* [TASK GOAL]
Your answer should consist solely of the lines from the first line of the data through the line with "0 #636155) drop-shadow(-2px", each reproduced exactly.

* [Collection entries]

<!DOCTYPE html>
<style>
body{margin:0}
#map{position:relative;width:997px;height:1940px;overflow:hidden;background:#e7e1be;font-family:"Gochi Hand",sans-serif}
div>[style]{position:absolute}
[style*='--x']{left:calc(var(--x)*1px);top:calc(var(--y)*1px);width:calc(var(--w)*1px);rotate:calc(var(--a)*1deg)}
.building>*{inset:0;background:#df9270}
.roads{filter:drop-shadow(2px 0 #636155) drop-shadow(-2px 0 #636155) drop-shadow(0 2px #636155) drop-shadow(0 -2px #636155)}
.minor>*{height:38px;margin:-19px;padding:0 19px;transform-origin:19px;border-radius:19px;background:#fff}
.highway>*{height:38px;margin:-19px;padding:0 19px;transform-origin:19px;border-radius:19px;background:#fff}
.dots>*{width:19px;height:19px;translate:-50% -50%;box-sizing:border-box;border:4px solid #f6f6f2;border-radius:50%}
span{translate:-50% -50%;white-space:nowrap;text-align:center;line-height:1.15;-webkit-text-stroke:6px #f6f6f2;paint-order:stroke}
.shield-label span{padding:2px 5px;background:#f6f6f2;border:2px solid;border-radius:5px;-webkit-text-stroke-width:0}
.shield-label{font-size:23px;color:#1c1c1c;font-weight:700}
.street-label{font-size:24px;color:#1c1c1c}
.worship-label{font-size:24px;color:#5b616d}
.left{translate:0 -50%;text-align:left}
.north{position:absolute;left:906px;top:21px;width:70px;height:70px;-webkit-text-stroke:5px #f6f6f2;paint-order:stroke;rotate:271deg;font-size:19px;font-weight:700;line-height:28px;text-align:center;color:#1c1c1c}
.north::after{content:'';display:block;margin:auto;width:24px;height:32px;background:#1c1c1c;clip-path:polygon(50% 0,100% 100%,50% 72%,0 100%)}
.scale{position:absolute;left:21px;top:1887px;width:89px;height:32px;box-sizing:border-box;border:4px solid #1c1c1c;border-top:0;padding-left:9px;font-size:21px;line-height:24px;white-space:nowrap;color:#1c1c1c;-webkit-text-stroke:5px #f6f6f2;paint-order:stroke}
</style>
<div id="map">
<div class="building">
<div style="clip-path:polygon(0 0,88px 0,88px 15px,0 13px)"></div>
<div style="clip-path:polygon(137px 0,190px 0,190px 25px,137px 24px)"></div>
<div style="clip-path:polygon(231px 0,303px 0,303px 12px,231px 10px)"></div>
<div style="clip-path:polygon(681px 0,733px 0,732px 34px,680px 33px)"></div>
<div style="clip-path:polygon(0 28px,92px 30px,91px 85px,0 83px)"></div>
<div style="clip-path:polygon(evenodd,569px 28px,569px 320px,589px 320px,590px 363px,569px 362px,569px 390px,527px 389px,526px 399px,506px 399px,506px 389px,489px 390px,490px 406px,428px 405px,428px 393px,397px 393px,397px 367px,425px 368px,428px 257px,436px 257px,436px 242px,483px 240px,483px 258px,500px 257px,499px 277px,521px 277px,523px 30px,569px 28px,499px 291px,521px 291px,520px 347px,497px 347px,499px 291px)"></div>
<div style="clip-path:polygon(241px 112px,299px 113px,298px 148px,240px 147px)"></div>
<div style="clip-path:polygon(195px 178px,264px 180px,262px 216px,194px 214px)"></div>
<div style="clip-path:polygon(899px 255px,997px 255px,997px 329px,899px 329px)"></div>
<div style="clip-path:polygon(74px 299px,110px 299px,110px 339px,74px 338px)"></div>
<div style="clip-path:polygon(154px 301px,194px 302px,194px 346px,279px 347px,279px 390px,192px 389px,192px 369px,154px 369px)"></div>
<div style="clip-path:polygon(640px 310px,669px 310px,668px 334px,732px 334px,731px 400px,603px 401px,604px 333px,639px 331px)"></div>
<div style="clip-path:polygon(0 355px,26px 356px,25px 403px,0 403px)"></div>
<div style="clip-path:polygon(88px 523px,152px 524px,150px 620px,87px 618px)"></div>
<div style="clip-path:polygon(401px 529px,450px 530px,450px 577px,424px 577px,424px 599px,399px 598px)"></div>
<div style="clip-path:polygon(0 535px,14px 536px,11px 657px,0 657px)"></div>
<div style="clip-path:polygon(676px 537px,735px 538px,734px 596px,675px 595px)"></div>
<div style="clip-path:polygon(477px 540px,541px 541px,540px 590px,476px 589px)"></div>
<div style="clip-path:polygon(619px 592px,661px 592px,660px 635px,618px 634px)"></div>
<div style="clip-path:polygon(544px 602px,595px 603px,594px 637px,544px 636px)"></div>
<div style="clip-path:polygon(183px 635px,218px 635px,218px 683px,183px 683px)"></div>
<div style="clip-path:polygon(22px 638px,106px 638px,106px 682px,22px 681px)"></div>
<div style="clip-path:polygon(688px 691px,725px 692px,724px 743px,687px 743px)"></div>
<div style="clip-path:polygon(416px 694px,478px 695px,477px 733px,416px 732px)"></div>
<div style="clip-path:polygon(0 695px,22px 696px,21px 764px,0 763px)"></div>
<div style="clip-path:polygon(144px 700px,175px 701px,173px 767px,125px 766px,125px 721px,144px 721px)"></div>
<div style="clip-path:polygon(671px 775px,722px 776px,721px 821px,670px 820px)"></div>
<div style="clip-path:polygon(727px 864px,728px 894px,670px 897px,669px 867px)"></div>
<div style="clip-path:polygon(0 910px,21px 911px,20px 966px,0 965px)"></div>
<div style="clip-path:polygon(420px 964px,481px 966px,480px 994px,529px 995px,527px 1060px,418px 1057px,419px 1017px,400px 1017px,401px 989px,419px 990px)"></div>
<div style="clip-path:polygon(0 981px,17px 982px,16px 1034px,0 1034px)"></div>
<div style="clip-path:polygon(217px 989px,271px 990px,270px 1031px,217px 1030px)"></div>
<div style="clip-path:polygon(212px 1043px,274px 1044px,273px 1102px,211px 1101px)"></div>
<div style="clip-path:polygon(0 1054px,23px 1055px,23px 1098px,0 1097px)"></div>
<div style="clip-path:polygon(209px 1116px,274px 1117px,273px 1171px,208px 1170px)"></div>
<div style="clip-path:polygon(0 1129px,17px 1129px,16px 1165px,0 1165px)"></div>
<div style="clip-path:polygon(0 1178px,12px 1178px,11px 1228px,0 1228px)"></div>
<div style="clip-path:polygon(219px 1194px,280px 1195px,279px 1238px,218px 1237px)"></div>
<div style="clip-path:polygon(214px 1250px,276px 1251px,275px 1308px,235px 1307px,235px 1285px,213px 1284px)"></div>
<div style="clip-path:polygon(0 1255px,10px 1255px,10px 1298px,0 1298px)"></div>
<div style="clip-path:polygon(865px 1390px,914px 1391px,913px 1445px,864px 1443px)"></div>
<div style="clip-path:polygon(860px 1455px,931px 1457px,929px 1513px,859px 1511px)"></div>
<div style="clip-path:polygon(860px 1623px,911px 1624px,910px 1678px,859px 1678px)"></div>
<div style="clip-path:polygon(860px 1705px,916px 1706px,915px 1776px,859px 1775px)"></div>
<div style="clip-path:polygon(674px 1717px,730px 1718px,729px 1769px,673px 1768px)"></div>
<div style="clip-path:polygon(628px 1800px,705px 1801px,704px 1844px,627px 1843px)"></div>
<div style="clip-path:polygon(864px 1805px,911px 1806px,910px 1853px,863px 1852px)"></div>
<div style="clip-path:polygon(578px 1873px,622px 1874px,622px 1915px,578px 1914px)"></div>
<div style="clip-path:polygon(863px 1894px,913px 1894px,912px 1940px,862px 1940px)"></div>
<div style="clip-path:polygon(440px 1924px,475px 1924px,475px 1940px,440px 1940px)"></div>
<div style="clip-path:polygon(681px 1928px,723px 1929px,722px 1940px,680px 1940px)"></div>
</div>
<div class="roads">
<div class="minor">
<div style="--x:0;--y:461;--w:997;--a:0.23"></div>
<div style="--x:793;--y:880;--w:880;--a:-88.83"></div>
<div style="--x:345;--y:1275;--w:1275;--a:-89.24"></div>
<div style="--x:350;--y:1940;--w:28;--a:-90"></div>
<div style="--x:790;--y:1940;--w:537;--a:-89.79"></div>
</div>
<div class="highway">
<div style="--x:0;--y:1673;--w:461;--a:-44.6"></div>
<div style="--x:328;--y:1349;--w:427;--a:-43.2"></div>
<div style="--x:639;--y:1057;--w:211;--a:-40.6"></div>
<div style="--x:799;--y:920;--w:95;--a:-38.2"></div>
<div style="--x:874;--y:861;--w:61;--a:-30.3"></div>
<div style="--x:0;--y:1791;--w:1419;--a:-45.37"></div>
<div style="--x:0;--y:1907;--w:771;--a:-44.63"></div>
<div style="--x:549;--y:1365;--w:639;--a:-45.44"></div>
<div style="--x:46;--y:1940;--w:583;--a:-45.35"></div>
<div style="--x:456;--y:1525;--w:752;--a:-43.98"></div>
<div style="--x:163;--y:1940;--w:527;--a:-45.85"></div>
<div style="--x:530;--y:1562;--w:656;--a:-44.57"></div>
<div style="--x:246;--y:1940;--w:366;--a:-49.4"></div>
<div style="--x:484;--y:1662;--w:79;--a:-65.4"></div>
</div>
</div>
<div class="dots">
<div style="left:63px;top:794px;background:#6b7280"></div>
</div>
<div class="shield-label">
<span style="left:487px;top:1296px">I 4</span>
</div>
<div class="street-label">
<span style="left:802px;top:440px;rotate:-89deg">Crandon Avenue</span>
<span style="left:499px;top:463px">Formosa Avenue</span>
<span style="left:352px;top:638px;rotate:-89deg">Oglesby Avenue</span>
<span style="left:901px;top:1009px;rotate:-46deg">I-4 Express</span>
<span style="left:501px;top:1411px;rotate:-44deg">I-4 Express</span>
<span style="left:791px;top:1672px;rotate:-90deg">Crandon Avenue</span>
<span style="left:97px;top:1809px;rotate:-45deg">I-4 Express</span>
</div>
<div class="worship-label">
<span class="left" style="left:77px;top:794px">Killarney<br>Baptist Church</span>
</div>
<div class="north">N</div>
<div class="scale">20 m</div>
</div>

* [RESPONSE AREA]
<!DOCTYPE html>
<style>
body{margin:0}
#map{position:relative;width:997px;height:1940px;overflow:hidden;background:#e7e1be;font-family:"Gochi Hand",sans-serif}
div>[style]{position:absolute}
[style*='--x']{left:calc(var(--x)*1px);top:calc(var(--y)*1px);width:calc(var(--w)*1px);rotate:calc(var(--a)*1deg)}
.building>*{inset:0;background:#df9270}
.roads{filter:drop-shadow(2px 0 #636155) drop-shadow(-2px 0 #636155) drop-shadow(0 2px #636155) drop-shadow(0 -2px #636155)}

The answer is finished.